“No adventure in sight,” sighed Betsy. “That feather was not a good prognosticator.”
“Hear! Hear!” teased Barbara. “Wouldn’t Miss Torrence be pleased as Punch if she knew that Betsy could use a word of more than one syllable?”
“Not that any of us know whether she used it correctly or not,” she added, laughingly, to conciliate her bristling friend.
“What shall we do now?” Virg inquired. “Since there is nary an adventure below us on the beach, shall we retrace our steps?”

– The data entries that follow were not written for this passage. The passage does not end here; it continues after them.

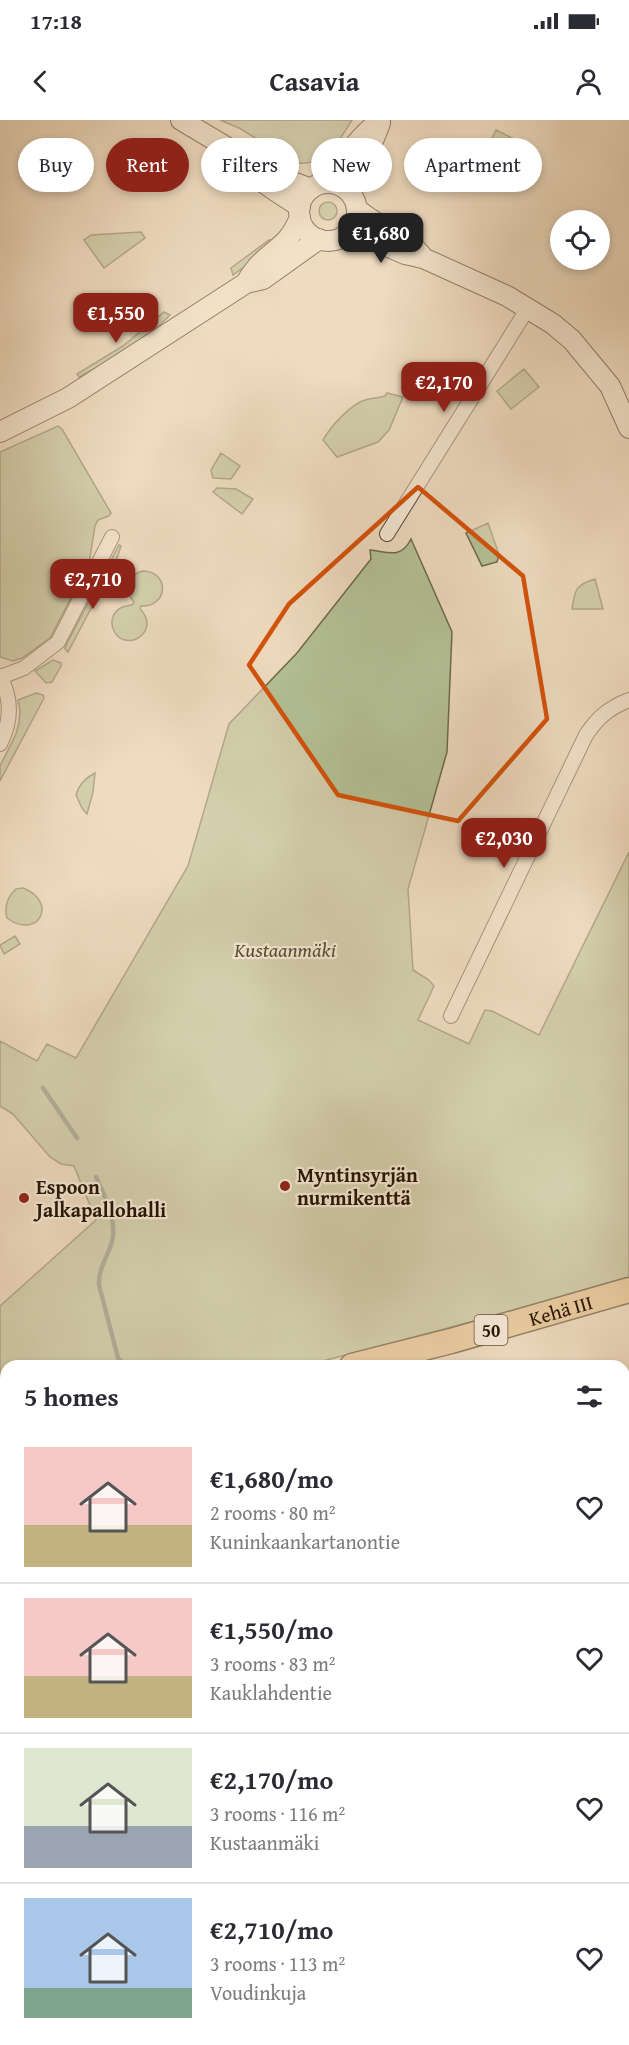 <!DOCTYPE html>
<meta charset="utf-8">
<style>
:root{--surface:#fff;--page:#f7f7f7;--text:#2b2b33;--muted:#7c7c81;--line:#e1e1e2;--accent:#8f2418}
body{margin:0;font-family:"Gentium Book Plus",serif;background:var(--page);color:var(--text);height:100vh;display:flex;flex-direction:column;font-size:22px;white-space:nowrap}
*{box-sizing:border-box;margin:0}
p{font-size:20px;color:var(--muted)}
.icon{flex:none;width:33px;height:33px;fill:none;stroke:currentColor;stroke-width:2;stroke-linecap:round;stroke-linejoin:round}
.map{position:relative;flex:1;overflow:hidden}
.panel{position:absolute;left:0px;top:1240px;width:630px;height:686px;display:flex;flex-direction:column;background:var(--surface);border-radius:18px 18px 0 0;box-shadow:0 3px 9px #0003}
.panel>*{flex:none}
.hud{position:absolute;left:18px;top:18px;width:594px;height:54px;display:flex;gap:12px}
.controls{position:absolute;left:550px;top:90px;display:grid;gap:12px}
.controls a{display:grid;place-items:center;width:60px;height:60px;border-radius:50%;background:var(--surface);box-shadow:0 3px 9px #0003;font-size:30px}
.price{position:absolute;translate:-50% -51px;padding:0 14px;border-radius:12px;background:var(--accent);color:#fff;font-size:20px;line-height:39px;filter:drop-shadow(0 2px 3px #0008)}
.price::after{content:'';position:absolute;left:50%;top:36px;width:18px;height:14px;margin-left:-9px;background:inherit;clip-path:polygon(0 0,100% 0,50% 100%)}
.price.selected{background:#222;color:#fff}
ul{padding:0;list-style:none}
li{display:flex;align-items:center;gap:18px;height:150px;padding:0 24px}
li+li{border-top:2px solid var(--line)}
li span{display:grid;place-items:center;flex:none;width:168px;height:120px;border-radius:0px;color:#555}
li>.icon{margin-inline-start:auto}
span .icon{width:72px;height:72px;fill:#fffc;stroke-width:1}
li b{font-size:26px}
h2{display:flex;justify-content:space-between;align-items:center;height:72px;padding:0 24px;font-size:26px}
.tag{padding:0 21px;border-radius:27px;background:var(--surface);box-shadow:0 3px 9px #0003;font-size:21px;line-height:54px}
.tag.selected{background:var(--accent);color:#fff}
.status{display:flex;justify-content:space-between;align-items:center;height:42px;padding:0 30px;background:var(--surface);direction:ltr}
.status svg{height:16px;fill:currentColor}
header{display:flex;justify-content:space-between;align-items:center;height:78px;padding:0 24px;background:var(--surface);font-size:27px;font-weight:800}
.map>svg:first-child{display:block}
.green{fill:#b4c196;stroke:#6c6a4b;stroke-width:1.5}
.lines{fill:none;stroke-linecap:round;stroke-linejoin:round}
.stream{stroke:#6b776e;stroke-width:4.5}
.river{stroke:#9bbab8;stroke-width:28}
.street-casing{stroke:#564430;stroke-width:16}
.secondary-casing{stroke:#231200;stroke-width:22}
.highway-casing{stroke:#231200;stroke-width:27}
.street{stroke:#f5e8d5;stroke-width:14}
.secondary{stroke:#f5e8d5;stroke-width:20}
.highway{stroke:#e8be80;stroke-width:24}
.marked{fill:none;stroke:#d4520b;stroke-width:4.5;stroke-linejoin:round}
.poi-dot{fill:#8f2418;stroke:#f5e8d5;stroke-width:2}
.labels{text-anchor:middle;dominant-baseline:central;stroke-width:4.5;stroke-linejoin:round;paint-order:stroke}
.shield{fill:#f5e8d5;stroke:#625240;stroke-width:1.5}
.shield-label{font-size:18px;font-weight:bold;fill:#231200}
.park-label{font-size:20px;font-style:italic;fill:#564f34;stroke:#f5e8d5}
.poi-label{font-size:20px;font-weight:bold;fill:#231200;stroke:#f5e8d5;text-anchor:start}
.street-label{font-size:20px;fill:#231200;stroke:#f5e8d5}
</style>
<div class="status"><b>17:18</b><svg viewBox="0 0 49 12"><path d="M0 12V9h3v3zM5 12V6h3v6zM10 12V3h3v9zM15 12V0h3v12zM26 1h20v11H26zM47 4h2v5h-2z"/></svg></div>
<header><svg class="icon" aria-label="back" viewBox="0 0 24 24"><path d="M15 5l-7 7 7 7"/></svg>Casavia<svg class="icon" aria-label="person" viewBox="0 0 24 24"><circle cx="12" cy="8" r="4"/><path d="M4 21q1-7 8-7t8 7"/></svg></header>
<div class="map">
<svg width="629" height="1925" viewBox="0 0 629 1925">
<rect width="100%" height="100%" fill="#efdbbf"/>
<filter id="stains"><feTurbulence type="fractalNoise" baseFrequency=".00333" numOctaves="4"/><feColorMatrix values="0 0 0 0 .2 0 0 0 0 .09 0 0 0 0 .02 0 0 0 .5 -.17"/></filter>
<radialGradient id="worn" r=".72"><stop offset=".6" stop-color="#630" stop-opacity="0"/><stop offset="1" stop-color="#630" stop-opacity=".3"/></radialGradient>
<path class="green" d="M220,0H352C338,22 326,46 297,43L239,8Z
M496,10L512,18L497,48L485,43L483,37Z
M319 91a9 9 0 1 1 18 0a9 9 0 1 1-18 0Z
M141,112L145,118L104,148L84,120L91,115Z
M269,120H275L267,131L233,155L231,148Z
M164,192L170,195L143,222L104,244L79,257L77,254L123,226Z
M524,249L539,267L511,289L497,271Z
M387,273L403,277L389,310L378,322L337,337L323,320C331,306 350,285 365,280C371,278 378,278 385,276Z
M58,306L62,309L111,393L109,396L98,400L95,406L89,443L50,518L22,538L13,541L0,537V332Z
M221,333L240,346L231,359L213,358L211,350Z
M217,368L236,369L253,379L242,394L213,372Z
M488,403L499,435L497,442L482,446L466,413Z
M411,419L452,512L447,632L408,769L413,850L429,860L434,866L418,900L469,924L485,890L492,891L539,915L629,732V1158L607,1166L304,1246H6V1322L0,1324V1186L96,1100L74,1046L61,1044L50,1037L13,994L0,986V921L37,941L47,924L76,938L188,746L229,604L297,533L371,439L370,430C389,432 401,439 411,419Z
M119,425L121,426L116,441L68,532L65,529L66,525Z
M142,451C170,451 169,487 141,486L140,489C162,511 126,534 114,511C112,507 111,502 113,497C116,488 124,486 132,485L134,482C124,470 127,456 142,451Z
M595,459L603,489H572C575,470 575,465 595,459Z
M53,540L61,543V546L52,562L46,563L35,551Z
M36,573L43,575L44,578L0,661V646L16,614L19,603L20,591L18,580Z
M95,653L93,672L87,694L82,688L76,675C79,664 85,658 95,653Z
M23,768C59,782 38,821 7,798C4,786 7,777 16,769Z
M15,816L20,824L4,834L0,825Z
M6,1348V1920H383L380,1925H0V1349Z
M629,1421V1574L624,1578V1423Z
M624,1637L629,1648V1925H431L422,1920H624Z"/>
<g class="lines">
<path class="stream" d="M43,968L77,1018
M96,1057C104,1075 115,1095 113,1116C111,1133 98,1146 99,1165L118,1238L126,1246"/>
<path class="river" d="M624,1509L627,1496L625,1466L629,1462
M0,1743L6,1733"/>
<g class="street-casing">
<path id="street" d="M387,414L528,188
M0,556C12,579 12,601 0,624
M1,557L24,548L58,522L112,417
M451,896L586,615C598,597 609,588 629,580"/>
</g>
<g class="secondary-casing">
<path id="secondary" d="M181,0L238,34L255,39L285,59L311,69
M244,43C258,62 281,74 300,87
M334,63C346,36 356,19 380,1
M299 92a29 29 0 1 1 58 0a29 29 0 1 1-58 0Z
M350,72C358,48 372,27 380,3
M357,89C377,107 404,114 422,136
M345,115L373,120L405,134L423,138L507,176L553,204L572,220L610,266L629,308
M246,163L263,159L319,119
M0,312L68,278L246,163C249,157 253,152 257,147C276,126 288,127 300,97"/>
</g>
<g class="highway-casing">
<g id="highway">
<path id="s1" d="M352,1246L451,1221L629,1170"/>
<path d="M0,1336L6,1334"/>
</g>
</g>
<use href="#street" class="street"/>
<use href="#secondary" class="secondary"/>
<use href="#highway" class="highway"/>
</g>
<path d="M0 0H629V1925H0ZM418,367L523,456L547,599L458,701L338,675L249,545L289,484Z" fill="#efdbbf" fill-opacity=".55" fill-rule="evenodd"/>
<path class="marked" d="M418,367L523,456L547,599L458,701L338,675L249,545L289,484Z"/>
<g class="poi-dot">
<circle cx="285" cy="1066" r="6"/>
<circle cx="24" cy="1078" r="6"/>
</g>
<g class="labels">
<rect class="shield" x="474.5" y="1195" width="33" height="30" rx="4.5"/>
<g class="shield-label">
<text x="491" y="1210">50</text>
</g>
<g class="park-label">
<text x="285" y="829">Kustaanmäki</text>
</g>
<g class="poi-label">
<text x="297" y="1054">Myntinsyrjän<tspan x="297" dy="23">nurmikenttä</tspan></text>
<text x="36" y="1066">Espoon<tspan x="36" dy="23">Jalkapallohalli</tspan></text>
</g>
<g class="street-label">
<text stroke="none"><textPath href="#s1" startOffset="216">Kehä III</textPath></text>
</g>
</g>
<rect width="100%" height="100%" filter="url(#stains)"/>
<rect width="100%" height="100%" fill="url(#worn)"/>
</svg>
<div class="controls">
<a><svg class="icon" aria-label="locate" viewBox="0 0 24 24"><circle cx="12" cy="12" r="6"/><path d="M12 2v4M12 18v4M2 12h4M18 12h4"/></svg></a>
</div>
<b class="price selected" style="left:381px;top:144px">€1,680</b>
<b class="price" style="left:116px;top:224px">€1,550</b>
<b class="price" style="left:444px;top:293px">€2,170</b>
<b class="price" style="left:93px;top:490px">€2,710</b>
<b class="price" style="left:504px;top:749px">€2,030</b>
<div class="hud">
<a class="tag">Buy</a>
<a class="tag selected">Rent</a>
<a class="tag">Filters</a>
<a class="tag">New</a>
<a class="tag">Apartment</a>
</div>
<section class="panel">
<h2>5 homes<svg class="icon" aria-label="filters" viewBox="0 0 24 24"><path d="M4 7h16M4 17h16"/><circle cx="9" cy="7" r="2"/><circle cx="15" cy="17" r="2"/></svg></h2>
<ul>
<li><span style="background:linear-gradient(#f6c9c9 65%,#c2b280 0)"><svg class="icon" aria-label="home" viewBox="0 0 24 24"><path d="M3 11l9-7 9 7M6 9v11h12V9"/></svg></span><div><b>€1,680/mo</b><p>2 rooms · 80 m²</p><p>Kuninkaankartanontie</p></div><svg class="icon" aria-label="heart" viewBox="0 0 24 24"><path d="M12 20l-8-8c-3-5 5-10 8-4 3-6 11-1 8 4z"/></svg></li>
<li><span style="background:linear-gradient(#f6c9c9 65%,#c2b280 0)"><svg class="icon" aria-label="home" viewBox="0 0 24 24"><path d="M3 11l9-7 9 7M6 9v11h12V9"/></svg></span><div><b>€1,550/mo</b><p>3 rooms · 83 m²</p><p>Kauklahdentie</p></div><svg class="icon" aria-label="heart" viewBox="0 0 24 24"><path d="M12 20l-8-8c-3-5 5-10 8-4 3-6 11-1 8 4z"/></svg></li>
<li><span style="background:linear-gradient(#dfe7d0 65%,#9aa5b1 0)"><svg class="icon" aria-label="home" viewBox="0 0 24 24"><path d="M3 11l9-7 9 7M6 9v11h12V9"/></svg></span><div><b>€2,170/mo</b><p>3 rooms · 116 m²</p><p>Kustaanmäki</p></div><svg class="icon" aria-label="heart" viewBox="0 0 24 24"><path d="M12 20l-8-8c-3-5 5-10 8-4 3-6 11-1 8 4z"/></svg></li>
<li><span style="background:linear-gradient(#a9c7e8 75%,#7fa58c 0)"><svg class="icon" aria-label="home" viewBox="0 0 24 24"><path d="M3 11l9-7 9 7M6 9v11h12V9"/></svg></span><div><b>€2,710/mo</b><p>3 rooms · 113 m²</p><p>Voudinkuja</p></div><svg class="icon" aria-label="heart" viewBox="0 0 24 24"><path d="M12 20l-8-8c-3-5 5-10 8-4 3-6 11-1 8 4z"/></svg></li>
</ul>
</section>
</div> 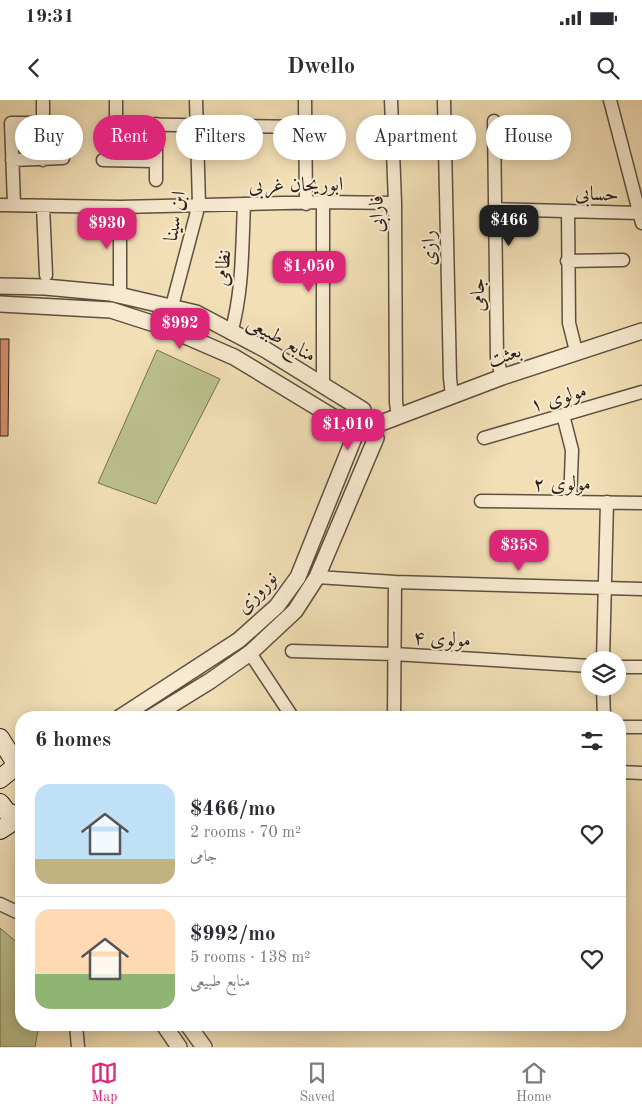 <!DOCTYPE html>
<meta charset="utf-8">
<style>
body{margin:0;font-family:"Old Standard TT",Amiri,serif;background:#f2f2f3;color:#2b2b33;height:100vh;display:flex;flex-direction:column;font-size:19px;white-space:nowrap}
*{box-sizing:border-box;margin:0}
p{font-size:16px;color:#7c7c81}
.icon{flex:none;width:28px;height:28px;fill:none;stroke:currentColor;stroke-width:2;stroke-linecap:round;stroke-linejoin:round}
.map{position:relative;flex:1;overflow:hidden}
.side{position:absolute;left:15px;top:611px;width:611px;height:320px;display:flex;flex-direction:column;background:#fff;border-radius:20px;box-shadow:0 2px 12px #0003}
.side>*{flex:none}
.banner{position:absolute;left:15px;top:15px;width:612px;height:45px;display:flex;gap:10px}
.buttons{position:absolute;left:581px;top:551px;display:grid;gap:10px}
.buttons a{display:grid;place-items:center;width:45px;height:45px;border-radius:50%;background:#fff;box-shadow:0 2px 12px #0003;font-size:25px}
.price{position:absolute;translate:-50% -42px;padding:0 11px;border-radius:10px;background:#db2777;color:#fff;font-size:16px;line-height:32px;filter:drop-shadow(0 1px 2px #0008)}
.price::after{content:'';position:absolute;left:50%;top:30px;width:15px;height:11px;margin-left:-8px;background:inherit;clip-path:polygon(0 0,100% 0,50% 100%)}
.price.active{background:#222;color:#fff}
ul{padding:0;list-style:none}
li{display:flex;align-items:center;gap:15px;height:125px;padding:0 20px}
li+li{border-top:1px solid #e1e1e2}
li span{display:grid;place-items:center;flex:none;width:140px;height:100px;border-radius:15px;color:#555}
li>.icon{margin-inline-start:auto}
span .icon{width:60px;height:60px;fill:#fffc;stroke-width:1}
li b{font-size:21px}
h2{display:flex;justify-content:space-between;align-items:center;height:60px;padding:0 20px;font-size:21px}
.tag{padding:0 18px;border-radius:22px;background:#fff;box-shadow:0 2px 12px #0003;font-size:18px;line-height:45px}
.tag.active{background:#db2777;color:#fff}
.status{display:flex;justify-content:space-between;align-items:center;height:35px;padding:0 25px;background:#fff;direction:ltr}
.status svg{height:14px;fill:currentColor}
header{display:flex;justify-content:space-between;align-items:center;height:65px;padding:0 20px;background:#fff;font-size:22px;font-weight:700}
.dock{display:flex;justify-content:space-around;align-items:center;height:70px;border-top:1px solid #e1e1e2;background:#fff;font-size:14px;color:#7c7c81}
.dock a{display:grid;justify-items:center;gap:2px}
.dock .active{color:#db2777}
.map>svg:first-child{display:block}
</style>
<div class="status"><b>19:31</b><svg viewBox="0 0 49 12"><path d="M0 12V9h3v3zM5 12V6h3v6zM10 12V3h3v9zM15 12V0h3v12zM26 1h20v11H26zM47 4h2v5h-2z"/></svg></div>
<header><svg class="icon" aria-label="back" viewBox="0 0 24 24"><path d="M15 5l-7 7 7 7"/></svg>Dwello<svg class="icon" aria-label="search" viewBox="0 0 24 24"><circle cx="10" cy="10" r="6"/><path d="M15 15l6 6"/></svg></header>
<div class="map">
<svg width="642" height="947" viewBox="0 0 642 947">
<rect width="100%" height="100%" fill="#f2dfb6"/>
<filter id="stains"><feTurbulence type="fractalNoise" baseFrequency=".004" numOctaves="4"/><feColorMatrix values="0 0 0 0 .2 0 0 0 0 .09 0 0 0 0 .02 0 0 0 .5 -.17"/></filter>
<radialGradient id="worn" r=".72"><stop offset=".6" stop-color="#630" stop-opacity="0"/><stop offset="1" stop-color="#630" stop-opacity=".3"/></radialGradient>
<path fill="#bcc18d" stroke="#747154" d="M157 250 220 279 156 404 98 383Z
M0 828 21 846V925H39L35 947H0Z"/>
<path fill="#d58f6b" stroke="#2d211b" d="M0 239H9L8 336H0Z"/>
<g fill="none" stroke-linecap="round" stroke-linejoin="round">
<g stroke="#5e5042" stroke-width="15">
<path id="minor" d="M116 0V60
M305 0 306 104
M391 0 395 103 396 302 398 317
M444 0 450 278 452 296
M610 0 642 123
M494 21 497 258 502 277
M116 24 305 27
M12 60 63 58
M43 60V2
M103 60 155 61
M156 80V24
M14 104 11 23H42
M0 105 120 107 323 102 395 103
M43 106 46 175
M494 109 639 113
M568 111 569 223 576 251
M567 161 623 160
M120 195V107
M172 206 199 104 196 0
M231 233C243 191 242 147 244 104
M323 284V102
M563 315 572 350 570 402
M484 338 642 292
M481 401 642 403
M317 477 395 482 642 489
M292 551 394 554 590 566
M250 553 293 618
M603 560 607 402
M618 567H642
M603 588 604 618
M394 618 395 482
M620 627H642
M620 672 642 673
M0 804 21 814
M76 925 78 947"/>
</g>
<g stroke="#5e5042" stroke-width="18">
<path id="tertiary" d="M0 186 45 187 110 193 196 213 266 250 363 310
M0 204 111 210 167 228 234 257 338 320 350 331
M381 323 502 277 642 231
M119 618 239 540 277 506 298 477 354 338
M150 618 210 581 250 553 295 511 317 477 376 338
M164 925 179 947
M188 925 204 947"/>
</g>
<g stroke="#2d211b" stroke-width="20">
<path id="secondary" d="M0 638 18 667
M0 679 11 670 21 667
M0 703 7 712 21 717
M0 730 20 717"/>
</g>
<use href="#minor" stroke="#f7ead0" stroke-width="12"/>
<use href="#tertiary" stroke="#f7ead0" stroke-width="15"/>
<use href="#secondary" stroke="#f7ead0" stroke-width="18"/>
</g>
<g text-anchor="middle" stroke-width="4" stroke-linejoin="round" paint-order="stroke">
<g font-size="20" fill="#2d211b" stroke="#f7ead0">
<text transform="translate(296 84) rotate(-1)" y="7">ابوریحان غربی</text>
<text transform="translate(597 93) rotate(2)" y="7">حسابی</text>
<text transform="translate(376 114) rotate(-91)" y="7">فارابی</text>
<text transform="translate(174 116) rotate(-80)" y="7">ابن سینا</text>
<text transform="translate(428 148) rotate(-91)" y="7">رازی</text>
<text transform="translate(222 168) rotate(-86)" y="7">نظامی</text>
<text transform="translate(477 195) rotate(-91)" y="7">جامی</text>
<text transform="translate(282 238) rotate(29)" y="7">منابع طبیعی</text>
<text transform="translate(504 255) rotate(-20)" y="7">بعثت</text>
<text transform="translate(558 297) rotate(-16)" y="7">مولوی ۱</text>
<text x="562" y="390">مولوی ۲</text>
<text transform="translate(256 492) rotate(-47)" y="7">نوروزی</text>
<text transform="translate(442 538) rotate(3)" y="7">مولوی ۴</text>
</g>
</g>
<rect width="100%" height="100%" filter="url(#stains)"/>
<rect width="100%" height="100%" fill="url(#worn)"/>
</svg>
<div class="buttons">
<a><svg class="icon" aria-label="layers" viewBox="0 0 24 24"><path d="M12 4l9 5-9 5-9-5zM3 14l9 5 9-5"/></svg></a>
</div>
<b class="price active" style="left:509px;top:147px">$466</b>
<b class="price" style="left:107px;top:150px">$930</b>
<b class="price" style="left:309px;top:193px">$1,050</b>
<b class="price" style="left:180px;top:250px">$992</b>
<b class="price" style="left:348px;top:351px">$1,010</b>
<b class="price" style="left:519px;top:472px">$358</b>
<div class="banner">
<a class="tag">Buy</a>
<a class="tag active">Rent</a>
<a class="tag">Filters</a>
<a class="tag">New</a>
<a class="tag">Apartment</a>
<a class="tag">House</a>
</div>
<section class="side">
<h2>6 homes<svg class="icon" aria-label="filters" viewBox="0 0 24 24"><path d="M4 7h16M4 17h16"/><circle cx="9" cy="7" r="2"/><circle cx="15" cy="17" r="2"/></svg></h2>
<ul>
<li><span style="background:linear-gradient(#bfe0f5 75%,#c2b280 0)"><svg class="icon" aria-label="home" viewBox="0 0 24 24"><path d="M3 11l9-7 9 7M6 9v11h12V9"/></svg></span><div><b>$466/mo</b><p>2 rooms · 70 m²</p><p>جامی</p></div><svg class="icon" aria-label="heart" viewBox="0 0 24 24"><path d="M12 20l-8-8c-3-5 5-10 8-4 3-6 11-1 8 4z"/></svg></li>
<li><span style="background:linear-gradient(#ffd9b3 65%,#8fb573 0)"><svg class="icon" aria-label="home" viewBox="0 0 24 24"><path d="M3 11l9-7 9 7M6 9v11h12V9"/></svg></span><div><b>$992/mo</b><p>5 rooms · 138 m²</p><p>منابع طبیعی</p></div><svg class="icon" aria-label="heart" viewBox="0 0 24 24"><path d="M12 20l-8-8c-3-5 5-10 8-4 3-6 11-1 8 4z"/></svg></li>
</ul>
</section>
</div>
<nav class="dock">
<a class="active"><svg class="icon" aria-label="map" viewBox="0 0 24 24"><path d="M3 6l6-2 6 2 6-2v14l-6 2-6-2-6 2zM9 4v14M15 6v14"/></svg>Map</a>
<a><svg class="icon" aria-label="saved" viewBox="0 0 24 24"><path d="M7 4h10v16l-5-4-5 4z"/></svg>Saved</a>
<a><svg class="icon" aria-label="home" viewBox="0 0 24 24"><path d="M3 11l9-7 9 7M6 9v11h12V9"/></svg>Home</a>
</nav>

“It’s only three by my little wrist watch,” Margaret put in. “Don’t let’s give up searching for an adventure quite so soon. Betsy, where’s that feather guide of yours?”
“Here it is, and there it goes.” The little red plume again sailed in the air, then slowly fluttered downwards, A brisk breeze caught it, and the gleaming bit of red fairly rushed toward the broken old dock.
“Whizzle! Lookee! Will you? If it hasn’t boarded that fishing smack. Who’s game to go down and take a look at the old boat?”
Sally, who dreaded nothing more than to be considered a doll-baby by Betsy, was the first to reply with a courage she did not feel. “I am,” she said, “if Virg thinks we ought to.”
But there was no time for the oldest girl to give the matter a deciding thought, for Betsy, with Babs closely following, was already fairly sliding down the seaward side of the promintory.
“Watch me, I’m a whiz at this sort of thing!” Betsy looked over her shoulder to call. Unfortunately for the boaster, when she was not watching, she stepped on a rolling stone, and went scudding the remaining way to the beach at a terrifying rate. Luckily she had not far to go. She sprang up, to Virginia’s relief, and laughingly called, “Rather the worse for bumps, maybe, but what’s an adventure without a mishap?”